Womenswear indies have repeated the pattern seen in the multiple environment, with high number of stores shuttering their doors in the year.

Figures published today by the Local Data Company (LDC) and British Independent Retailers Association (Bira) show a 0.03% drop in the number of indies on the high street – the first decline in two years – with womenswear indies topping the list.

In total there was a net reduction of 89 womenswear indies, down 4.4%, while the menswear sector saw 34 net closures, accounting for a 3.7% drop.

Overall, multiples were harder hit than independent stores, with a 2.7% fall in their town centre presence during 2012, with a net reduction of 1,779 stores. This compares with a decline of 174 in 2011.

Figures published by LDC and PricewaterhouseCoopers yesterday show that womenswear also suffered in the multiple environment, with a total of 175 net closures last year, amounting to a drop of 7.2%. General clothing was also hit, with 120 stores shutting, equivalent to a 8.7% decline.

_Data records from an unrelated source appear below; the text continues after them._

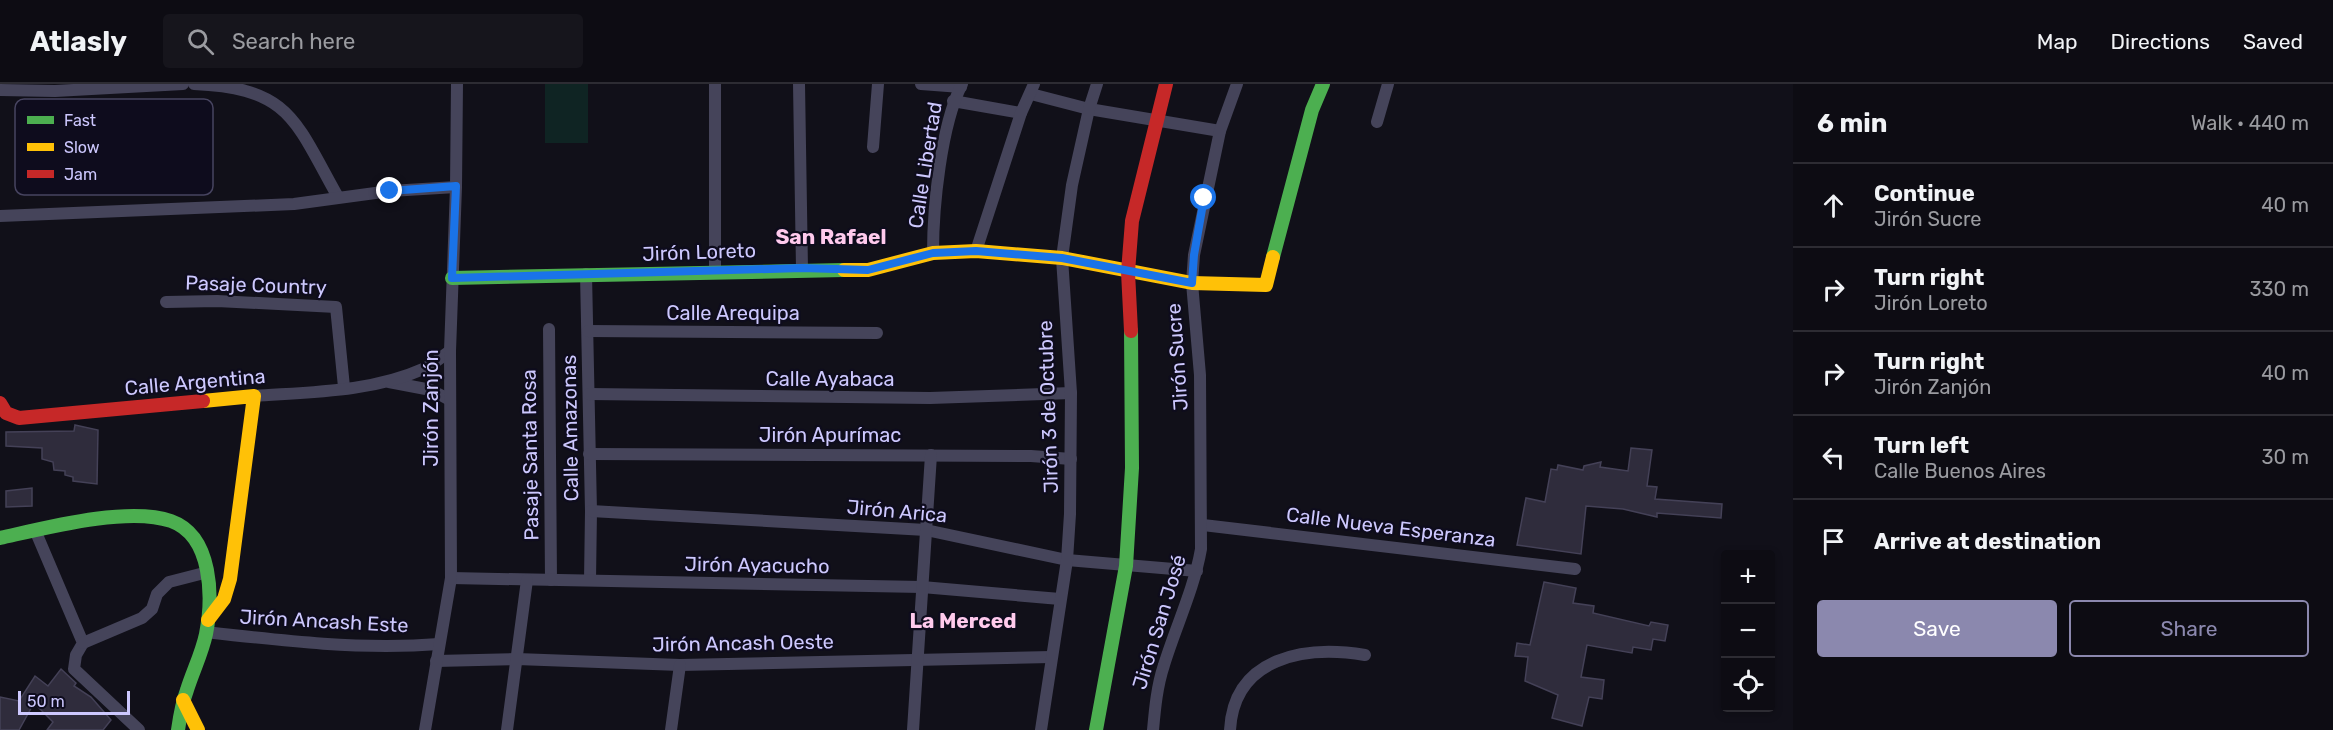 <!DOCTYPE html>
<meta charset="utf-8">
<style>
body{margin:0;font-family:Rubik,sans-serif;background:#16151c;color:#f1f3f6}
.controls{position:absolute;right:18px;bottom:18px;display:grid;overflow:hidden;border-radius:6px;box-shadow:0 3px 9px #0003}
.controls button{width:54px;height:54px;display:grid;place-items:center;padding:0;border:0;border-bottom:2px solid #2d2c33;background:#0d0c13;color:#f1f3f6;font:30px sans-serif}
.scale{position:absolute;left:18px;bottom:15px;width:112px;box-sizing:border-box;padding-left:6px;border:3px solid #cdc8fe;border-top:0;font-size:16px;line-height:21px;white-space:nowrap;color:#cdc8fe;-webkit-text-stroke:4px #0e0c1d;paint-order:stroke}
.stop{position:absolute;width:18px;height:18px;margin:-14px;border:4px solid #1a73e8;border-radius:50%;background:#fff}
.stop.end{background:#1a73e8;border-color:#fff;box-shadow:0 2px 6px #0008}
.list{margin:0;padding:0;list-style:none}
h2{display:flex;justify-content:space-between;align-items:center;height:78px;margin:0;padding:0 24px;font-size:26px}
h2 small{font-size:20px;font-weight:400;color:#9a9ba0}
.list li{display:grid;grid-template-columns:39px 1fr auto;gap:18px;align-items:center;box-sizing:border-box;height:84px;padding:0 24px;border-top:2px solid #2d2c33}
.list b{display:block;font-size:22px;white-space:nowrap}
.list p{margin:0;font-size:20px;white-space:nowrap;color:#9a9ba0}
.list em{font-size:20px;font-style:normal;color:#9a9ba0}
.actions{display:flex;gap:12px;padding:18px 24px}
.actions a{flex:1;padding:14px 0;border:2px solid #8b88ae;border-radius:6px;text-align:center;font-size:21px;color:#8b88ae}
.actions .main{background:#8b88ae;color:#fff}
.icon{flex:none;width:33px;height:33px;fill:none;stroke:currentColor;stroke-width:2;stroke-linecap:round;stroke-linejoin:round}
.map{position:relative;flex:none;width:1793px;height:646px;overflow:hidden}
header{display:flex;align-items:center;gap:36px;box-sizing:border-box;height:84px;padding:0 30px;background:#0d0c13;border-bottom:2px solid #2d2c33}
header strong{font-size:28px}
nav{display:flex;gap:33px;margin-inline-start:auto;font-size:21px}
.search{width:420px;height:54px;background:#16151c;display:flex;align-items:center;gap:15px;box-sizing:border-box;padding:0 21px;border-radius:6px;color:#9a9ba0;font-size:22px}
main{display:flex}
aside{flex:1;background:#0d0c13}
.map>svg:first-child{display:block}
</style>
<header>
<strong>Atlasly</strong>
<div class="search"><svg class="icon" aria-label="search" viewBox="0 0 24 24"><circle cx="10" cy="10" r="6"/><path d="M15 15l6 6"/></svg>Search here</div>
<nav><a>Map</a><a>Directions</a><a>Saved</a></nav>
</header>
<main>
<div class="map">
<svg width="1793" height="646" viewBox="0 0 1793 646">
<rect width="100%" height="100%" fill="#111019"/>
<rect fill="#0f2423" x="545" y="0" width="43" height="59"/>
<g fill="#2f2c3c" stroke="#444157" stroke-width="1.5">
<polygon points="75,341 98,346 97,400 73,397 73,393 65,391 65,387 54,386 53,378 42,375 42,364 6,362 6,348 74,347"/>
<polygon points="1631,364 1652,366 1647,402 1657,403 1655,415 1722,420 1721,434 1657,429 1657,433 1623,425 1586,422 1581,470 1517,461 1526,414 1545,418 1551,385 1557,386 1558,381 1583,386 1584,382 1601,378 1600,383 1628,387"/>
<polygon points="32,404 32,422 6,423 6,407"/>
<polygon points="1544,498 1576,504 1573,519 1594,522 1593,529 1649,542 1651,538 1668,541 1665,557 1653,555 1651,566 1633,563 1632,569 1587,561 1581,593 1604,596 1602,615 1589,613 1582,642 1552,634 1558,611 1525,597 1528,573 1515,572 1517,559 1530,561"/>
<polygon points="61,585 76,599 74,602 91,613 111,636 103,646 47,646 53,638 34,619 19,646 0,646 0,613 19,617 35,592 48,602"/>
</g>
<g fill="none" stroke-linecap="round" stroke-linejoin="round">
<g stroke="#45445a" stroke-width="12">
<path d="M194 0C291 4 295 37 338 113"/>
<polyline points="715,0 715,187"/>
<polyline points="799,0 802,185"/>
<polyline points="921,0 961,3"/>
<polyline points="0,6 55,7 183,0"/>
<polyline points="1031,10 1089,25 1220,47"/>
<polyline points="953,17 1021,29"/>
<polyline points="1377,38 1388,0"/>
<polyline points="873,63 878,0"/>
<polyline points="0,132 294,120 390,107 456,103"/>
<polyline points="976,167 1021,29 1034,0"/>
<path d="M933 169C933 123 941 41 962 0"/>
<polyline points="586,190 591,427 590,496"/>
<polyline points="166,218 217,217 336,223 344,303"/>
<polyline points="549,245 551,496"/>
<polyline points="588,247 877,249"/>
<polyline points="389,298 431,306 450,316"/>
<polyline points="589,310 930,314 1071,309"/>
<path d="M254 312C310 308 372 308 423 285 433 281 441 273 450 267"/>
<polyline points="589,370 1031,372 1071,375"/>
<polyline points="591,427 926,446 1067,476 1197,487"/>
<polyline points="1203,441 1575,485"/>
<polyline points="35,446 83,559 76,571 74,585 139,646"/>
<polyline points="451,494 922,503 1060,515"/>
<path d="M206 548C284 557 361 566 439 560"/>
<polyline points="83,559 142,534 152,525 157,510 169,498 208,488"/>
<polyline points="436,577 517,575 680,581 1051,573"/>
<polyline points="425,646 451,494 450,267 456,103 457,0"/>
<polyline points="507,646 527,496"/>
<polyline points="671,646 680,581"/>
<polyline points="913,646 931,371"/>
<polyline points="1041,646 1067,476 1070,430 1071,309 1062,174 1072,101 1089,25 1097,0"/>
<path d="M1153 646C1155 624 1157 602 1164 581 1176 542 1194 505 1201 465L1200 291 1192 199 1194 171 1220 47 1237 0"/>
<path d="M1230 646C1234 573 1305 561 1365 571"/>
</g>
<g stroke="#4caf50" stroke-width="14">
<polyline points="1273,173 1312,26 1323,0"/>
<polyline points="452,194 844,186"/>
<path d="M0 454C45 444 128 422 171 437 213 452 213 514 206 550 202 569 193 587 187 606 182 619 180 632 178 646"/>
<polyline points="1096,646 1126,482 1132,384 1131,247"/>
</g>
<g stroke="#ffc107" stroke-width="14">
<polyline points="844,186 868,186 933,169 976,167 1062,174 1192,199 1266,201 1273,173"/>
<polyline points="203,317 254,312 230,495 224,515 208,536"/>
<polyline points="183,616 198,646"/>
</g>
<g stroke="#c62828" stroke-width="14">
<polyline points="1131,247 1128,188 1132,137 1166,0"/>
<polyline points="0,319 6,329 19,334 203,317"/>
</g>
</g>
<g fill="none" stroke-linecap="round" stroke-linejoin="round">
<polyline stroke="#1a73e8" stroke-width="8" points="390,107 456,102 452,194 802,184 868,186 933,169 976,167 1062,174 1192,199 1194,171 1204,114"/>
</g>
<g text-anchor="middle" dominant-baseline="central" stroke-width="4.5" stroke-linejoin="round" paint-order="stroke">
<g font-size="20" fill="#cdc8fe" stroke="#0e0c1d">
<text transform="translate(925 81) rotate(-81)">Calle Libertad</text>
<text transform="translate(699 168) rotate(-2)">Jirón Loreto</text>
<text transform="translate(256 201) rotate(2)">Pasaje Country</text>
<text x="733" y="229">Calle Arequipa</text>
<text transform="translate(1177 273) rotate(-94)">Jirón Sucre</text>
<text x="830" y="295">Calle Ayabaca</text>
<text transform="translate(195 298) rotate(-5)">Calle Argentina</text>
<text transform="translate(1048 323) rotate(-92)">Jirón 3 de Octubre</text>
<text transform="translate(431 324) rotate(-90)">Jirón Zanjón</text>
<text transform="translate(570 344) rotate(-91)">Calle Amazonas</text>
<text x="830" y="351">Jirón Apurímac</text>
<text transform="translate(530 371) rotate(-91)">Pasaje Santa Rosa</text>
<text transform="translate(897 427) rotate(5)">Jirón Arica</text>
<text transform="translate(1391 443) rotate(7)">Calle Nueva Esperanza</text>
<text transform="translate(757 481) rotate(1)">Jirón Ayacucho</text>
<text transform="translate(324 537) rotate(3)">Jirón Ancash Este</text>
<text transform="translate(1159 538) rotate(-73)">Jirón San José</text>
<text transform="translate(743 559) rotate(-1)">Jirón Ancash Oeste</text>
</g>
<g font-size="21" font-weight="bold" fill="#ffcaed" stroke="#0e0c1d">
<text x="831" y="152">San Rafael</text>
<text x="963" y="536">La Merced</text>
</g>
</g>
<rect x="15" y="15" width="198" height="96" rx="9" fill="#0e0c1d" stroke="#474460" stroke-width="1.5"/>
<rect x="27" y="32" width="27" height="8" fill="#4caf50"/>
<rect x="27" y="59" width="27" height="8" fill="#ffc107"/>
<rect x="27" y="86" width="27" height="8" fill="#c62828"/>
<g font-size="16" fill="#cdc8fe">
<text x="64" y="42">Fast</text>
<text x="64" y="69">Slow</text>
<text x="64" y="96">Jam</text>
</g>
</svg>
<div class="controls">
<button>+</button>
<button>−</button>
<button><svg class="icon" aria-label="locate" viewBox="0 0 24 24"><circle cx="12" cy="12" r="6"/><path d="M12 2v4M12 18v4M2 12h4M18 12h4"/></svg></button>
</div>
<div class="scale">50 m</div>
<div class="stop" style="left:1204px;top:114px"></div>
<div class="stop end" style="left:390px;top:107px"></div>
</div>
<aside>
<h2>6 min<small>Walk · 440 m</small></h2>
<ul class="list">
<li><svg class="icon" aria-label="ahead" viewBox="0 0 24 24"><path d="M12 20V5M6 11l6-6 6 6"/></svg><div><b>Continue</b><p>Jirón Sucre</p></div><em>40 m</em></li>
<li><svg class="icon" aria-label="right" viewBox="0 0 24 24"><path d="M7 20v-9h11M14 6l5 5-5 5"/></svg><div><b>Turn right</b><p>Jirón Loreto</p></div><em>330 m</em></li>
<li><svg class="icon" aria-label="right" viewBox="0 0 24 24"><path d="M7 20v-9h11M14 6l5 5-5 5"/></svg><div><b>Turn right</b><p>Jirón Zanjón</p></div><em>40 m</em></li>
<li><svg class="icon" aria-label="left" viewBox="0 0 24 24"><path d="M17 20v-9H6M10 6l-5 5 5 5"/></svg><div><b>Turn left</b><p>Calle Buenos Aires</p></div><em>30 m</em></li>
<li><svg class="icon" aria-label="arrive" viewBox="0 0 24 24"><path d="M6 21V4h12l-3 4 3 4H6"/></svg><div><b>Arrive at destination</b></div></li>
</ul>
<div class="actions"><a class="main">Save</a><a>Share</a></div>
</aside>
</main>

Meanwhile, payday loans or cheque cashing businesses were the fastest-growing multiple category, with 121 net stores opening last year, a rise of 20%.

Within independents, barbers won out, growing store presence by 130, or 6%. Matthew Hopkinson, director of LDC, said the end of 2012 and the beginning of this year had seen “the most dramatic period on record” as a result of administrations that affected more than 1,400 shops.

“We can expect to see this trend continue and indeed accelerate in 2013 as more leases come up for renewal along with demands from consumers for space that delivers an experience good enough to pull them away from their technology devices,” he added.

Hopkinson said the data regarding indies in particular was “a wake-up call”. “With more than 300,000 independents across Britain a marginal turn for the worse can create a large number of additional vacant units in a very short space of time,” he said.

Michael Weedon, deputy chief executive of Bira, described the figures as “a storm warning”. He added: “Retailers have to deal with the commercial realities. Government must be prepared to keep the high street afloat – loading it with more cost in business rates in April would be to throw it a dead weight when what it really needs is a lifeline.”